The other scene I thought was funny was the Vogon planet’s slap-happy encounter between the heroes and the creatures shaped like spatulas that popped out of the ground and smacked anyone in the face who had an idea.

I didn’t think the movie was nearly as good as Adams’ book. But I wonder if you could cross the spatula creatures with the Point of View gun that would take the perspective-taking power of the gun and give it to the spatula creatures who would slap you silly whenever you failed to even try to understand another’s point of view. I could use that kind of a slap sometimes.

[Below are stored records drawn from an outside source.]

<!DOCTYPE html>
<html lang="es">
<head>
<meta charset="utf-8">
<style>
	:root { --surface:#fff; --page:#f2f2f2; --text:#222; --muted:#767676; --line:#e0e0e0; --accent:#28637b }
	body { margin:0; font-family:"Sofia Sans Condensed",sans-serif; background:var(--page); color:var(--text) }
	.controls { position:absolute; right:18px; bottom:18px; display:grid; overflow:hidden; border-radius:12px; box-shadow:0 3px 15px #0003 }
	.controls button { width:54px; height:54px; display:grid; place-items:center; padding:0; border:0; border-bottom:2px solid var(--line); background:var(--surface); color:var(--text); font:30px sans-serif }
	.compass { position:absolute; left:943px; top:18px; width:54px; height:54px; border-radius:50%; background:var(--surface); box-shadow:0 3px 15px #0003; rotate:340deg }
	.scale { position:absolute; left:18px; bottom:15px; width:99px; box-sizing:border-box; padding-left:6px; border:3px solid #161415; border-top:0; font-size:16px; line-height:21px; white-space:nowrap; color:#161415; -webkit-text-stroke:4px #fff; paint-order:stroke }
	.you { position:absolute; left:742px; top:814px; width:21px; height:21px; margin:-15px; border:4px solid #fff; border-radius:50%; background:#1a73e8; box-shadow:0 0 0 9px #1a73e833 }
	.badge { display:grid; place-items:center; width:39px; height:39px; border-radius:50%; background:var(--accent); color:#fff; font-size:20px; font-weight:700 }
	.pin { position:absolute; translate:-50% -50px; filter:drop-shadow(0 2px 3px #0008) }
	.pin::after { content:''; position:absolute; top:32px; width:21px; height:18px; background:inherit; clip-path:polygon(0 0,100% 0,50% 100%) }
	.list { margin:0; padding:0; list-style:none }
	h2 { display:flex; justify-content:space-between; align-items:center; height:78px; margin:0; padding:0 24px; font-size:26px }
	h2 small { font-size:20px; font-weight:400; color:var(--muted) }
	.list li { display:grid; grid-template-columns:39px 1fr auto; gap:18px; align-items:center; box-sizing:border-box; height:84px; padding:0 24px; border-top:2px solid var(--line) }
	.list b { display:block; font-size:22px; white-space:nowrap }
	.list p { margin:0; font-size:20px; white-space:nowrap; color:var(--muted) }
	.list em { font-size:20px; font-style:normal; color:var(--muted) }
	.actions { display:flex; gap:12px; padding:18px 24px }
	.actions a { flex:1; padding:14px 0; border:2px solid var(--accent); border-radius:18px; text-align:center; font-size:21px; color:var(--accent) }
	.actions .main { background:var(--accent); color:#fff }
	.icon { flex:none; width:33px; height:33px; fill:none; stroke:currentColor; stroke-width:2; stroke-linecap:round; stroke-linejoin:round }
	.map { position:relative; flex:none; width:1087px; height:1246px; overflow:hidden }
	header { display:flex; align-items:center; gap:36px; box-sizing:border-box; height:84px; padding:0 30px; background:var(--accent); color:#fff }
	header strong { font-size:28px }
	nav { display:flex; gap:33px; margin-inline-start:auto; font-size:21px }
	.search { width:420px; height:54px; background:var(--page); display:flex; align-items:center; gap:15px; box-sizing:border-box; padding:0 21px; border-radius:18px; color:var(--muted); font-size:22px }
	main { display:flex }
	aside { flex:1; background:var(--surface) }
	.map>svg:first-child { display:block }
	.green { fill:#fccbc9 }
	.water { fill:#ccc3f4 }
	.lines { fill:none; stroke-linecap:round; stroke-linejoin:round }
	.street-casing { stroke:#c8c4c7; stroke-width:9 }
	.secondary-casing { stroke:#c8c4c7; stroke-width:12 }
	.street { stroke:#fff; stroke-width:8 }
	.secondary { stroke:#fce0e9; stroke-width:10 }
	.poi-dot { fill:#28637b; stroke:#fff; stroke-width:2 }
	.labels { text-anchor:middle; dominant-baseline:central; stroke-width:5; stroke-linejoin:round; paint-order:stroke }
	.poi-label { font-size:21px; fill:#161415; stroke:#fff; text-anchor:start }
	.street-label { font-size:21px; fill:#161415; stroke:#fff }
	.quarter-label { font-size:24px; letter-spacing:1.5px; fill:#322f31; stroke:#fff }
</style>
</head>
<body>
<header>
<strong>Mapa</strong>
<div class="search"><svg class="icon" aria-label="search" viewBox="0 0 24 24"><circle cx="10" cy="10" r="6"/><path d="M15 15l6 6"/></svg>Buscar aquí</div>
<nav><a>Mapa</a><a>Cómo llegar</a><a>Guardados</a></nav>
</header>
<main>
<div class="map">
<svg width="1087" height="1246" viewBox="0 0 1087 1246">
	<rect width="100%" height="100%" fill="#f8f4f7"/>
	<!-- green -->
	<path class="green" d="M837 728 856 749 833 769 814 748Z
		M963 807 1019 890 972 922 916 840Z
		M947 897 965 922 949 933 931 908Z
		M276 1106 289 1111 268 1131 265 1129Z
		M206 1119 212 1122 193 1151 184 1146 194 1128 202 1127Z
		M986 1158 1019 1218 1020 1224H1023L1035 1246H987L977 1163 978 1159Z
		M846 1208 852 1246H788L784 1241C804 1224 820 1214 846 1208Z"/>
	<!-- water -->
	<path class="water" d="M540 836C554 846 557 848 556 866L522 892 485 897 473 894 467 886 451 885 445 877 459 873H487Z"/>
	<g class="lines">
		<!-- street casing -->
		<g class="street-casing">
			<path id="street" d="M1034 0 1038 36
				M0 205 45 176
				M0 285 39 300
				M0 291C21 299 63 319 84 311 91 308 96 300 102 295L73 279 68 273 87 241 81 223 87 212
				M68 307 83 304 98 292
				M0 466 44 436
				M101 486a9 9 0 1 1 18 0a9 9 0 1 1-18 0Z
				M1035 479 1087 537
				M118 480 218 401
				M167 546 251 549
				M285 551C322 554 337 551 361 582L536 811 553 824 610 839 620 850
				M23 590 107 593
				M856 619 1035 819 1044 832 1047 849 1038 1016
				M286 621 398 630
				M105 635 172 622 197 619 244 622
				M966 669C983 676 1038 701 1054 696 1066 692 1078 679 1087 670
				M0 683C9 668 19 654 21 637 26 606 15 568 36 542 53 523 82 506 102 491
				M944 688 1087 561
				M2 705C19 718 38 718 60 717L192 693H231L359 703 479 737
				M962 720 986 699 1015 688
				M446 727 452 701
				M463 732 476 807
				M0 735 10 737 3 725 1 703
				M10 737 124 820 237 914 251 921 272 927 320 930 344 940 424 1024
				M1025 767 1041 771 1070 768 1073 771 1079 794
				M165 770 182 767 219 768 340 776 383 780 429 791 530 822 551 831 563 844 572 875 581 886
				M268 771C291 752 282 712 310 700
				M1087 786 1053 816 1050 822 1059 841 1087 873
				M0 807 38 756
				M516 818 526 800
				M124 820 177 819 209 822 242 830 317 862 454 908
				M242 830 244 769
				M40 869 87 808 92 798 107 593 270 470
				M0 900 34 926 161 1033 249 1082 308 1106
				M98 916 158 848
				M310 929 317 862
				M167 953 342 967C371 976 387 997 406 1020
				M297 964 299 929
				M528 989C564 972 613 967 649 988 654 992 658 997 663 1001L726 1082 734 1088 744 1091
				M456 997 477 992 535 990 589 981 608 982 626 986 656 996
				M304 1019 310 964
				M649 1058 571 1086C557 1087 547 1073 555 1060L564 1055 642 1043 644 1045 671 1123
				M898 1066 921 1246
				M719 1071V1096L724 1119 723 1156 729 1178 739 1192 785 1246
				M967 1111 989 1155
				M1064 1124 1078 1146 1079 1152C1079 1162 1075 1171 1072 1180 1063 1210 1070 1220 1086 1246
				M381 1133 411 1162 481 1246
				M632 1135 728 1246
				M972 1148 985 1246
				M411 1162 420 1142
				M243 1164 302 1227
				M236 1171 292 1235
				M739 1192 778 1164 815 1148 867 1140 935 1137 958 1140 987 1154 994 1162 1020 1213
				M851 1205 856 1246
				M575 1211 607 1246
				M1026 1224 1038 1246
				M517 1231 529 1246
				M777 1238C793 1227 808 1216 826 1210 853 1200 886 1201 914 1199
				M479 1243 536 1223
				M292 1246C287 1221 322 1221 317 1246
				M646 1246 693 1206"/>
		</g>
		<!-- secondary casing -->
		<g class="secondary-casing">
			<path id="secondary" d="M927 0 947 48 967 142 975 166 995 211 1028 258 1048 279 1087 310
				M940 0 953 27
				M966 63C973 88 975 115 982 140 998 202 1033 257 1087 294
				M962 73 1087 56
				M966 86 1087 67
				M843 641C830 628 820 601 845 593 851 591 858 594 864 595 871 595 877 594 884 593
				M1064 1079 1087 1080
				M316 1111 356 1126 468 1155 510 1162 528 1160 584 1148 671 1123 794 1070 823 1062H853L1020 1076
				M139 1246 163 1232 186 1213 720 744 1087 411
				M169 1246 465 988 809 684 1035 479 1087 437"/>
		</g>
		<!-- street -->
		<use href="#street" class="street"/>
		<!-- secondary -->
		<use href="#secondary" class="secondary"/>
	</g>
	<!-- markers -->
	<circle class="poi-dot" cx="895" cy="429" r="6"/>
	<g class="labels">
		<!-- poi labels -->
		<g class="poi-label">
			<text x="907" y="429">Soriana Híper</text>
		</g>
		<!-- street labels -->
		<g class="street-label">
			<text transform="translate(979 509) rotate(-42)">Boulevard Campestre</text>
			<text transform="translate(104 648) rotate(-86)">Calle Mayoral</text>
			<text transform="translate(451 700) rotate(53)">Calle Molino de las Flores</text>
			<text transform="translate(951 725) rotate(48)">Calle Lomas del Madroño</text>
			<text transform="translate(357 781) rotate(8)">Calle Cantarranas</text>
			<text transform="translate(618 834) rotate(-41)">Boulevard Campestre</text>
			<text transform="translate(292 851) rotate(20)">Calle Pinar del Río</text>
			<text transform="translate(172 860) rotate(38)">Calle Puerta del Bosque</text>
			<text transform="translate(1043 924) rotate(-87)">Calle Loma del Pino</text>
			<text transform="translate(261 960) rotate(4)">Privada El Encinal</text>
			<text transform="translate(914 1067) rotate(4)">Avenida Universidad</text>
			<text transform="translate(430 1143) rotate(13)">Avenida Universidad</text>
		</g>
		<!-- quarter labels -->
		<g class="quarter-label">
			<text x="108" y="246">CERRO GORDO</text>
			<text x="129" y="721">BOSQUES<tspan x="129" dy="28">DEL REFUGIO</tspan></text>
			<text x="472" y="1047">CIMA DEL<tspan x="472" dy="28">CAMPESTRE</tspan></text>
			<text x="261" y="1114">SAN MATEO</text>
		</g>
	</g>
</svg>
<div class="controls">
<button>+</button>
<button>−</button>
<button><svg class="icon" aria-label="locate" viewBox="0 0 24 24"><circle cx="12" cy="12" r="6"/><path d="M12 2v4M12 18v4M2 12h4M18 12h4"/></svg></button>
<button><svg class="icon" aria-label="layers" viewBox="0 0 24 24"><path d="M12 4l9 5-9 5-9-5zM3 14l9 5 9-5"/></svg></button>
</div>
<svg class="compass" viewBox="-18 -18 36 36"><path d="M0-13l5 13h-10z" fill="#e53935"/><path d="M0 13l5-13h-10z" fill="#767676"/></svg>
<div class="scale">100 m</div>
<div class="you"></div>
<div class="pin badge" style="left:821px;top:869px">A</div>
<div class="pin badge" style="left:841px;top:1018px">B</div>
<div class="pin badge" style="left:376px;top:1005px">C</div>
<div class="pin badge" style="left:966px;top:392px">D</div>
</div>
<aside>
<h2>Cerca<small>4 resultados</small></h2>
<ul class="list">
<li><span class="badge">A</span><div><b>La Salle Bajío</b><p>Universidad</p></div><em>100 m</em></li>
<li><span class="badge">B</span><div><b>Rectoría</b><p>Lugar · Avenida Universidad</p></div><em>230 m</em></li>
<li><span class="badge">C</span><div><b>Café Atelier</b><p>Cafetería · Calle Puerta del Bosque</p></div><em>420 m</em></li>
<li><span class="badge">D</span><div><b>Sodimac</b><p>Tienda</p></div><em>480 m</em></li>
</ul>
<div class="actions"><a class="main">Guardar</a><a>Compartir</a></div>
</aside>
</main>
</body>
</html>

It’s remarkable the connections you could make between Dr. Martin Luther King, Jr and The Hitchhiker’s Guide to the Galaxy.

The Weather Guy

We like to watch the Weather Channel. One of the meteorologists is very conservative in his forecasts. He’s always hedging:

“And here we see a radar signal that might be indicative of a tornado, not saying it definitely is a tornado, just saying it might be, and over here in this county next to a major or minor highway are what appear to be remnants of an atmospheric river although that’s according to the GPS Model mind you, and you always have to remember the European Model might say something different about what might happen, not what’s going to happen mind you, just that it possibly could transform into a manifestation of the Norse god Thor who could have a huge hammer, although that’s from mythology so you can’t rely on that definitely and if you do, let me remind you that I have a lawyer who might just give you a telephone call if you happen to make the mistake of depending on a meteorologist to forecast anything exact and reliable for goodness sake, like the occurrence of a named storm in your vicinity which might be in the Midwest, or the eastern seaboard, you just can’t know with any degree of certainty now that climate change has us in its indefinable grip as we say, so you want to be prepared for whatever might occur, which could include skies that are clear to partly cloudy to filled with UFOs as far as the eye can see but take it from me you didn’t hear that from me.”

Boy, meteorologists have a tough job.